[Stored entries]

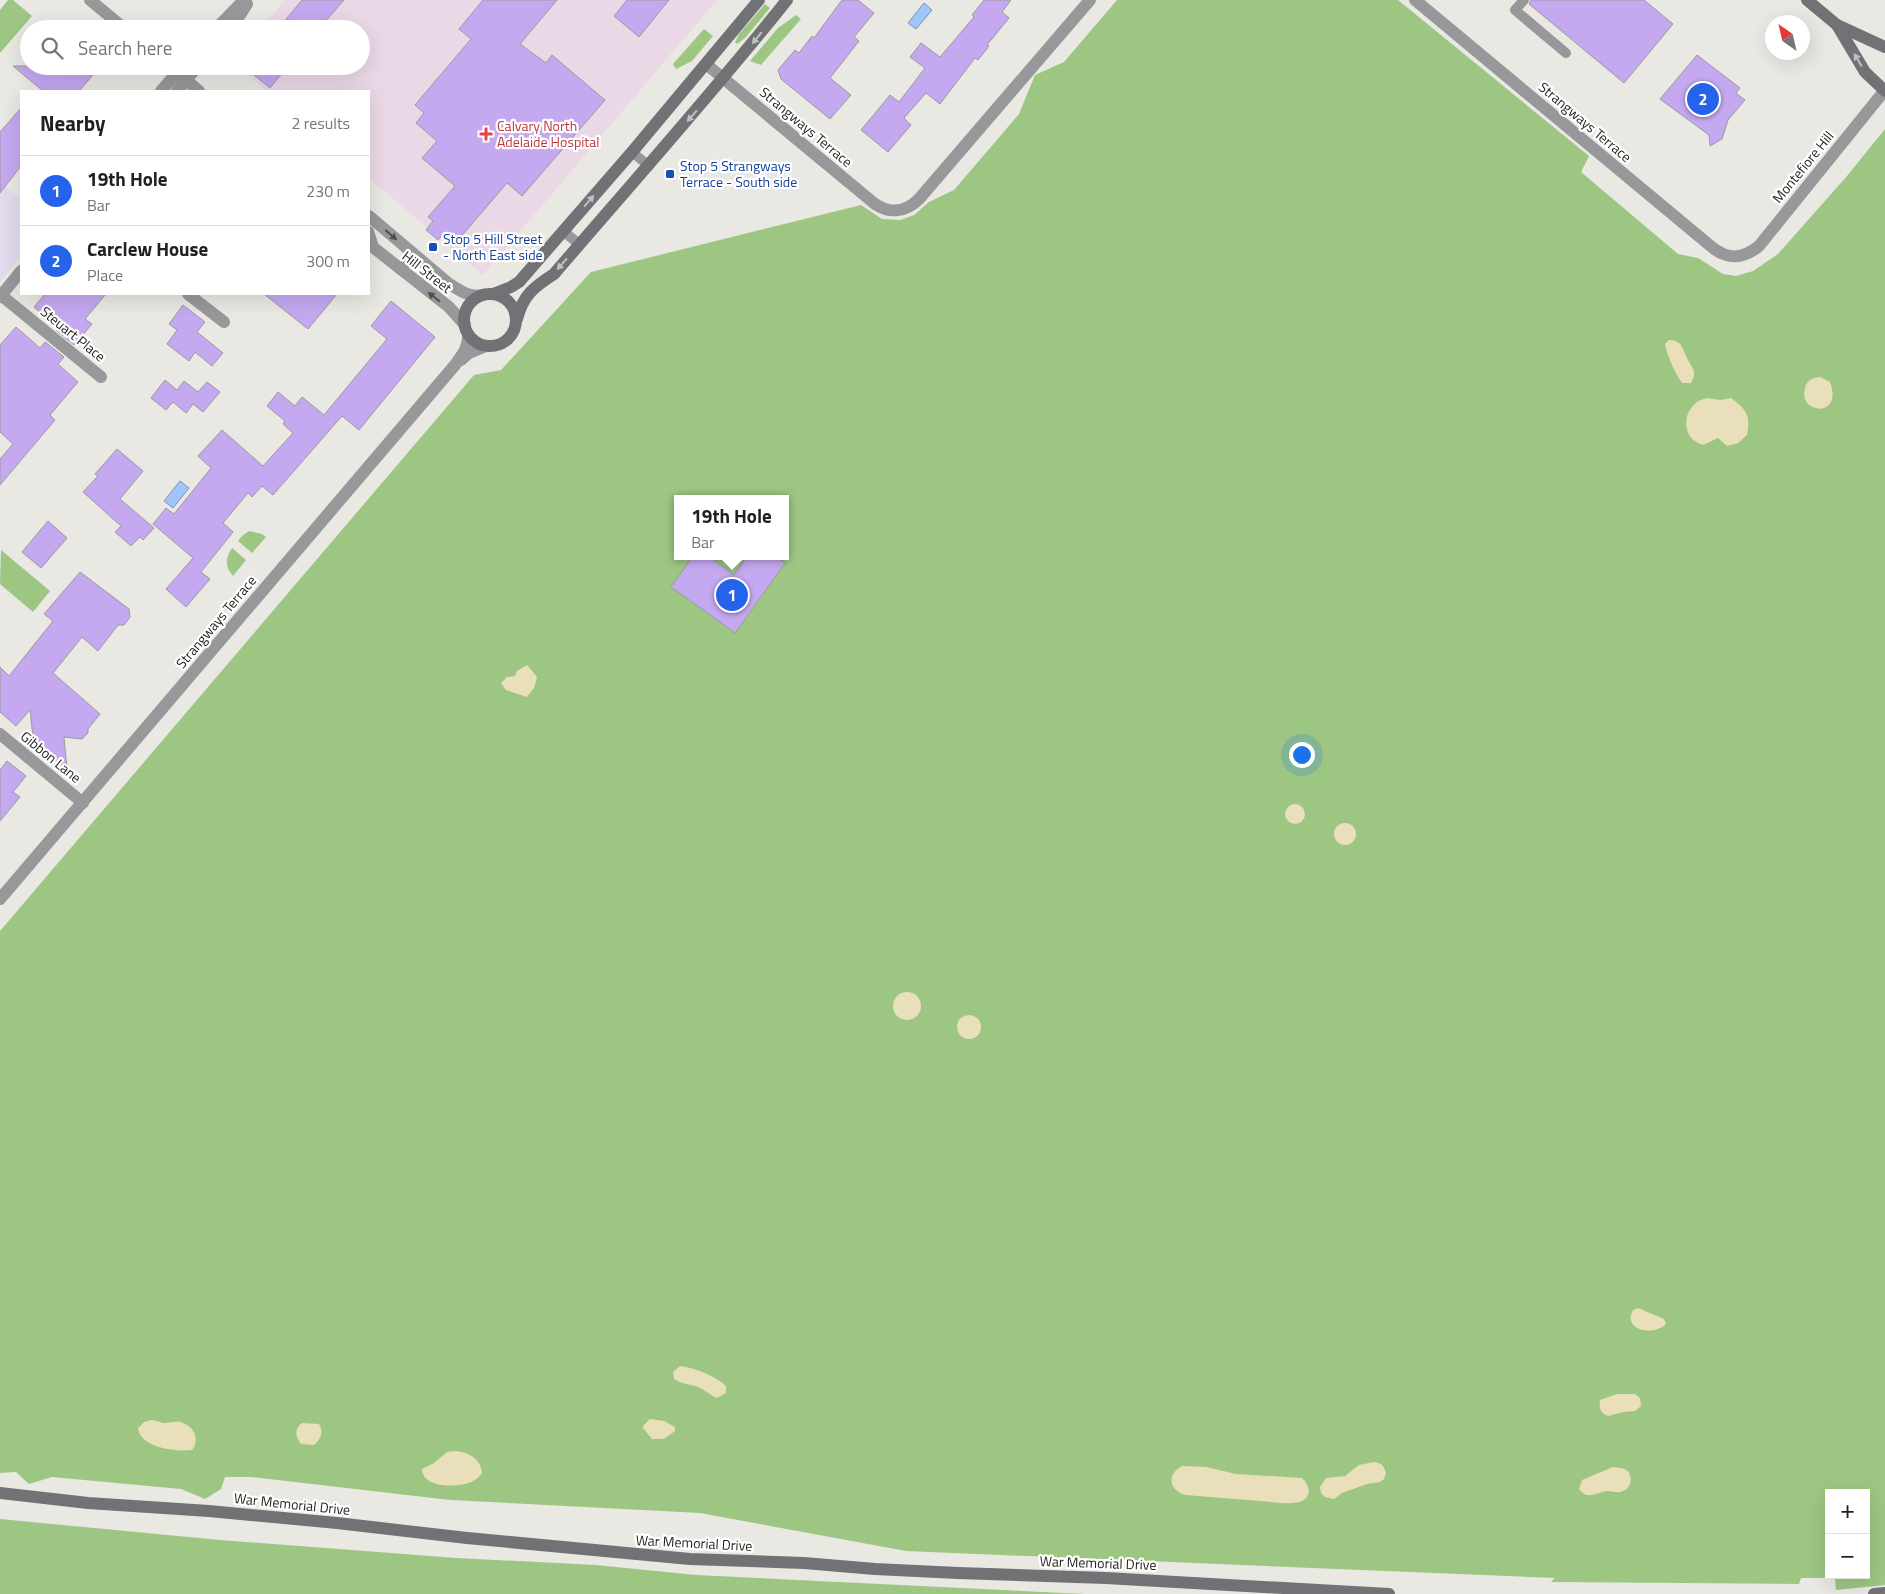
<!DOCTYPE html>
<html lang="en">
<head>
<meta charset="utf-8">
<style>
  :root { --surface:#fff; --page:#f2f2f2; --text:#202124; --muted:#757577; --line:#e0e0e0; --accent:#2563eb }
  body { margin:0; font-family:"Titillium Web",sans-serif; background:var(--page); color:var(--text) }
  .controls { position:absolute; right:15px; bottom:15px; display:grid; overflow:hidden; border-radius:0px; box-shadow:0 5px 20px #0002 }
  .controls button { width:45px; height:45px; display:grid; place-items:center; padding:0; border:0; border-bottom:1px solid var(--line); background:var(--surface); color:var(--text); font:25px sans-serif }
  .compass { position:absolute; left:1765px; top:15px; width:45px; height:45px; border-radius:50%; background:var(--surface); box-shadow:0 5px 20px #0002; rotate:326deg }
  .you { position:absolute; left:1301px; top:754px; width:18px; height:18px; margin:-12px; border:4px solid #fff; border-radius:50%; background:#1a73e8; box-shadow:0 0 0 8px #1a73e833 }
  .badge { display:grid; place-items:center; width:32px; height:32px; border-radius:50%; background:var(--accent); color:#fff; font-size:16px; font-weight:700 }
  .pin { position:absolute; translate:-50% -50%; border:2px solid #fff; box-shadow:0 1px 5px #0006 }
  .popup { position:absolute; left:674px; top:495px; width:115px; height:65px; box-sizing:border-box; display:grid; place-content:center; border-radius:0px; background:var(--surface); filter:drop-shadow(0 1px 4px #0005); font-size:16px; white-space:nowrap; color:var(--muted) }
  .popup b { font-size:19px; color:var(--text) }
  .popup::after { content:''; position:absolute; left:50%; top:100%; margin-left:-10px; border:10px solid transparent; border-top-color:var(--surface) }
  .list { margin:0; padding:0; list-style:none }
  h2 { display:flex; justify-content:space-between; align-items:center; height:65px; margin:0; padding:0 20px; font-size:21px }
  h2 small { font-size:16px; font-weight:400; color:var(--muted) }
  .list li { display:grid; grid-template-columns:32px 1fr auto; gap:15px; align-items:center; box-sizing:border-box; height:70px; padding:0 20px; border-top:1px solid var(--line) }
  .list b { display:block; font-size:19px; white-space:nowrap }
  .list p { margin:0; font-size:16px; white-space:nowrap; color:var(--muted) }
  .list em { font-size:16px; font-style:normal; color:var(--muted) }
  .icon { flex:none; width:28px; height:28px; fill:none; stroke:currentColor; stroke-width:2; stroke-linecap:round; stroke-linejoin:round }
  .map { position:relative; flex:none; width:1885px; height:1594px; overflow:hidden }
  .search { position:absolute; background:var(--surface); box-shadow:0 5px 20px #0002; left:20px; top:20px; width:350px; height:55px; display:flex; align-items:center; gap:12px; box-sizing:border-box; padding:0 18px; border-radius:28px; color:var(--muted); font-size:19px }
  .panel { position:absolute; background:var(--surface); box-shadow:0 5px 20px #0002; left:20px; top:90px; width:350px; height:205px; border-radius:0px }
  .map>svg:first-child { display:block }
  .education { fill:#e4daee }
  .medical { fill:#ebd8e7 }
  .green { fill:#9dc683; fill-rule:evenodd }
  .sand { fill:#e9dfba }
  .water { fill:#a1c5f9; stroke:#7a93b7 }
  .building { fill:#c4a8f0; stroke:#9b9a9e }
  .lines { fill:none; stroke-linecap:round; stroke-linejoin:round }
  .lane { stroke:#98989a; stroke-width:10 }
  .street { stroke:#98989a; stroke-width:12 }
  .secondary { stroke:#717275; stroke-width:12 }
  .oneway { fill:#bfc0c1 }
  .oneway2 { fill:#4f4f4f }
  .health-dot { fill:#e0444e; stroke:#fff; stroke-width:2 }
  .transit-dot { fill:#1a4fb4; stroke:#fff; stroke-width:2 }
  .labels { text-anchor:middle; stroke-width:4.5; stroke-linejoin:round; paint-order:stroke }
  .street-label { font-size:14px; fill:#1f1f1d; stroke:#fff }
  .health-label { font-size:14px; fill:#be3a42; stroke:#fff; text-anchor:start }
  .transit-label { font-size:14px; fill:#164399; stroke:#fff; text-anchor:start }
</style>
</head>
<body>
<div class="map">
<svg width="1885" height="1594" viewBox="0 0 1885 1594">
  <rect width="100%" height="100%" fill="#e9e8e3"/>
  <polygon class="education" points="0,182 21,200 21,256 0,282"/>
  <polygon class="medical" points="285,0 717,0 483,275 369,178 369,91 267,91 237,66 361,66 361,29 261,29"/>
  <g class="green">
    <polygon points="8,0 13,0 32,16 0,53 0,10"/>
    <path d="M1117,0H1398L1589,156L1581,172L1678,254L1698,258L1723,274L1736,276L1753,271L1778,254L1847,176L1885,129V1585L1836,1590L1835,1578H1801L1799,1584L1551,1582L1555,1578L906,1551L700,1513L450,1500L252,1477H225L221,1489L205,1499L181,1489L52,1477L29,1484L16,1472L0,1473V931L474,375L501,370L591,272L861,205L882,219L900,220L914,215L929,202L954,190L1019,114L1035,75L1064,62ZM678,499H786V556H678ZM1829,1493H1866V1575H1829Z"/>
    <polygon points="765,4 770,8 745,38 737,44 735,42 739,34"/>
    <polygon points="796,15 801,19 761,65 750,61 778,28"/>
    <polygon points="704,29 713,36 692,61 676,69 673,64"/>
    <polygon points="249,531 262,534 266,537 252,553 238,541 242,536"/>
    <path d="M232,548L246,560L233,576C224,566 226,557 232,548Z"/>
    <polygon points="1,550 50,591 33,612 0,584"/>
    <polygon points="0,1519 220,1540 456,1558 596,1565 696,1575 1085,1594 0,1594"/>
  </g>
  <g class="sand">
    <path d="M1669,340C1682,340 1682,348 1687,358C1692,369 1698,371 1691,383H1682C1674,371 1668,358 1665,344Z"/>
    <path d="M1820,377L1830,382C1844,419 1797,414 1805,388C1807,380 1812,378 1820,377Z"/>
    <path d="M1708,398L1720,400L1731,398C1747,410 1751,416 1747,435L1738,443L1727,446L1718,438L1703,445C1677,438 1683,401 1708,398Z"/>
    <polygon points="527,665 537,677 534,688 527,697 506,690 501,683 507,677 515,676 517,671"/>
    <circle cx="1295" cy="814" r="10"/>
    <circle cx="1345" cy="834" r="11"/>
    <circle cx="907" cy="1006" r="14"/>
    <circle cx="969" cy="1027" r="12"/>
    <path d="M1638,1308L1664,1319L1666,1324C1653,1337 1622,1330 1633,1310Z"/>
    <path d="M680,1366C696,1368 715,1376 726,1386V1393L717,1398C710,1395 705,1390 698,1387C690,1384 681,1384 674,1379L673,1372Z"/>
    <path d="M1617,1394H1635L1640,1398L1641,1406L1635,1411L1623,1412L1608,1416C1600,1413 1599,1408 1600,1400Z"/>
    <polygon points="650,1419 664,1421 675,1427 675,1431 664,1439 652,1439 643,1428 643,1426"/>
    <path d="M151,1420C156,1420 159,1422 163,1423C169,1423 174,1421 180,1422C193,1425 201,1439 192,1450C176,1452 140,1448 138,1428L144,1422Z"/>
    <path d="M302,1423L319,1424C324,1432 321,1439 314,1445L301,1444C295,1436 294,1429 302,1423Z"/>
    <path d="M454,1451C468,1452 481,1458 482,1473C480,1476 477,1479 473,1481C461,1488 422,1489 422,1469L434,1463L447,1452Z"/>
    <path d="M1374,1462C1382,1463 1384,1466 1386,1473L1384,1479L1380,1482L1367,1484L1342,1493L1334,1499L1325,1497L1321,1493L1320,1487L1326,1478L1345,1476L1359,1465Z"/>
    <path d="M1182,1466L1206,1467L1236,1474L1302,1478C1310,1485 1313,1498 1299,1502C1287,1505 1272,1502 1260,1501C1235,1499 1210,1497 1186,1495C1169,1491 1166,1474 1182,1466Z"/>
    <path d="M1613,1467L1622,1468L1628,1471C1633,1479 1631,1490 1620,1492C1616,1493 1612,1491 1608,1491C1596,1492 1588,1501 1579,1489L1582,1480Z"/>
  </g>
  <g class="water">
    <polygon points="924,3 932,10 916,29 908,23"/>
    <polygon points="180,481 189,488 173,508 164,501"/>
  </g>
  <g class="building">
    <polygon points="302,0 344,0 319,29 278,29"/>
    <polygon points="483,0 557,0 520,44 546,63 552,55 605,100 522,196 507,183 459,239 454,235 452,238 445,232 438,240 426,230 433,221 428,217 455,186 422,158 437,141 416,123 424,113 415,105 471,39 459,29"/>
    <polygon points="627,0 669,0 639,37 614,16"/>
    <polygon points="842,0 858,0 874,13 854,37 859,41 830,78 851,95 830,119 781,79 778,70 795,50 799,53 812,36 814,38"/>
    <polygon points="984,0 1011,0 1002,12 1009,18 987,45 989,46 978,60 975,58 940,104 926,93 904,118 911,125 888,152 861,130 890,95 899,102 925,68 910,57 921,43 940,57 974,17 972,15"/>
    <polygon points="1531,0 1644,0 1673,24 1624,83 1529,4"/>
    <polygon points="1697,55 1740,88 1736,93 1745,100 1728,120 1722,139 1710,146 1709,135 1660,99"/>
    <polygon points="13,66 82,66 93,75 79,91 43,91"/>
    <polygon points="243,66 288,66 270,88"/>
    <polygon points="21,108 21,166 0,193 0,132"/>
    <polygon points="45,294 106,294 85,319 92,324 74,345 56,330 58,328 34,307"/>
    <polygon points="264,294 337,294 308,329"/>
    <polygon points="391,301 435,337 359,430 342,416 273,495 262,486 252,497 248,493 223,523 233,532 201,572 210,579 186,607 166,589 193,558 153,524 166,508 174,514 211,468 198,456 222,430 263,466 293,433 283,424 285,421 267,406 278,392 295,406 302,397 324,415 387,339 371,326"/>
    <polygon points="183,305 205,322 197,332 223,353 212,366 195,352 189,361 167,344 177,330 169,324"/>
    <polygon points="16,327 40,348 45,342 64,357 58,364 78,382 50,415 55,420 0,485 0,459 13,444 0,432 0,345"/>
    <polygon points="165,380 177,390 184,381 198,392 207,382 220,392 203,412 193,404 186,413 173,402 166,410 151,398"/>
    <polygon points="117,449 143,471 120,499 154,528 143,540 140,537 131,546 115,532 121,526 83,492 98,476 95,474"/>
    <polygon points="48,521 67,538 41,568 22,552"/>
    <polygon points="693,556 708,556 734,575 747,556 775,556 785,563 735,633 671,587"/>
    <polygon points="80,572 129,609 130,617 124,625 118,625 98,651 82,637 53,673 100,714 88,729 88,733 82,739 64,737 67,769 34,745 30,710 16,726 0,712 0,667 9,676 53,621 44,614"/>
    <polygon points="7,761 26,776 13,792 20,797 0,821 0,770"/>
  </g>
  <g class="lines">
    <g class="lane">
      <polyline points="1524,0 1515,10 1566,53"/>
      <polyline points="632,152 649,166"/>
      <polyline points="369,231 375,250"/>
      <polyline points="563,231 579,244"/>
      <polyline points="400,270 413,255"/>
    </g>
    <g class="street">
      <polyline points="90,0 125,29"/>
      <path d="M1415,0L1713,248C1729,260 1743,259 1759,246L1885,90"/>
      <polyline points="216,29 244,0"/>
      <polyline points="231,29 247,4"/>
      <path d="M706,64L875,204C890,214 906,212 919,199L1090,0"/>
      <polyline points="170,66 199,91"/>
      <polyline points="161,91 182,67"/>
      <polyline points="177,91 198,66"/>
      <path d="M369,216L448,283C459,290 469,298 483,295"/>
      <polyline points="369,244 449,307 465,325"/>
      <polyline points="188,294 224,322"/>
      <polyline points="2,296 101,377"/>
      <polyline points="0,297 21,271"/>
      <polyline points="461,360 469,353 486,346"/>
      <polyline points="0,734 83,803"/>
      <path d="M0,899L455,365C462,355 469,347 468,334"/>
    </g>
    <g class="secondary">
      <polyline points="1807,0 1837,25 1885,47"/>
      <polyline points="1837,25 1865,72 1885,91"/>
      <circle cx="490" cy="320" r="26"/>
      <polyline points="493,294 511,287 519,282 632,152 759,0"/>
      <path d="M517,319C523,295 534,287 554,274C632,183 712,94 787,0"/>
      <polyline points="0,1493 88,1503 209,1511 337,1523 467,1538 690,1559 804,1563 875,1569 958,1573 1106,1578 1389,1594"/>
      <polyline points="1874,1594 1885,1593"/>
    </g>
  </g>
  <defs><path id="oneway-solid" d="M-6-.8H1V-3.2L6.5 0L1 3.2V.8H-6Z" transform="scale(1.25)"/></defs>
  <g class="oneway">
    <use href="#oneway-solid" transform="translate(757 38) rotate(129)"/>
    <use href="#oneway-solid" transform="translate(1858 60) rotate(-121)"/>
    <use href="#oneway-solid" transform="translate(692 116) rotate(131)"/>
    <use href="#oneway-solid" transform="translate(589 201) rotate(-49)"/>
    <use href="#oneway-solid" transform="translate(562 264) rotate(131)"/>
  </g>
  <g class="oneway2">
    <use href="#oneway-solid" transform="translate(391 235) rotate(41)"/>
    <use href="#oneway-solid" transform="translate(434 297) rotate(-142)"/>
  </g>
  <path class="health-dot" d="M483.5 126.5h5v5h5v5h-5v5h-5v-5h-5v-5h5z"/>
  <g class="transit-dot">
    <rect x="665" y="169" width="10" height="10" rx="2.5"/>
    <rect x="428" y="242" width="10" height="10" rx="2.5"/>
  </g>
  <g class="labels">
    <g class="street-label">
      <text transform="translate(1585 122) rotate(40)" y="5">Strangways Terrace</text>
      <text transform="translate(806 127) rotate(40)" y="5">Strangways Terrace</text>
      <text transform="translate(1803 167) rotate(-51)" y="5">Montefiore Hill</text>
      <text transform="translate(427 272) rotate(38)" y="5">Hill Street</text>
      <text transform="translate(73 334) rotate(39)" y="5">Steuart Place</text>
      <text transform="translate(216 622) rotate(-50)" y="5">Strangways Terrace</text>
      <text transform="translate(51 757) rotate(39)" y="5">Gibbon Lane</text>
      <text transform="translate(292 1504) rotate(6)" y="5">War Memorial Drive</text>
      <text transform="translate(694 1543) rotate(3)" y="5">War Memorial Drive</text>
      <text transform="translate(1098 1563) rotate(2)" y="5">War Memorial Drive</text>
    </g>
    <g class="health-label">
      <text x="497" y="131">Calvary North<tspan x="497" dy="16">Adelaide Hospital</tspan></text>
    </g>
    <g class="transit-label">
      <text x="680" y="171">Stop 5 Strangways<tspan x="680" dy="16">Terrace - South side</tspan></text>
      <text x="443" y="244">Stop 5 Hill Street<tspan x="443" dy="16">- North East side</tspan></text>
    </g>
  </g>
</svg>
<div class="controls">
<button>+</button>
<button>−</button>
</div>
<svg class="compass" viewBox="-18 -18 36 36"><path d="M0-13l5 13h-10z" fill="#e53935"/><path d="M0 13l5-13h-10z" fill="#757577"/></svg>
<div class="you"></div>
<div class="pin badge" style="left:732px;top:595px">1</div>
<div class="popup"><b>19th Hole</b>Bar</div>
<div class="pin badge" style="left:1703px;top:99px">2</div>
<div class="search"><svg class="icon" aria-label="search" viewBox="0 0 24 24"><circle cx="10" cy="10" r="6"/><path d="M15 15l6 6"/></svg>Search here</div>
<section class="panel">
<h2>Nearby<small>2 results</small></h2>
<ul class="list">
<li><span class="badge">1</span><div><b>19th Hole</b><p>Bar</p></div><em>230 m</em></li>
<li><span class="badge">2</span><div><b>Carclew House</b><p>Place</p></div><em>300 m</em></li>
</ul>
</section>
</div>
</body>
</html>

= INSTRUCTIONS FOR THE TASK =
For this exercise, gather every line of the data that contains the word "lines".

= PROBLEM SOLUTION =
  .lines { fill:none; stroke-linecap:round; stroke-linejoin:round }
  <g class="lines">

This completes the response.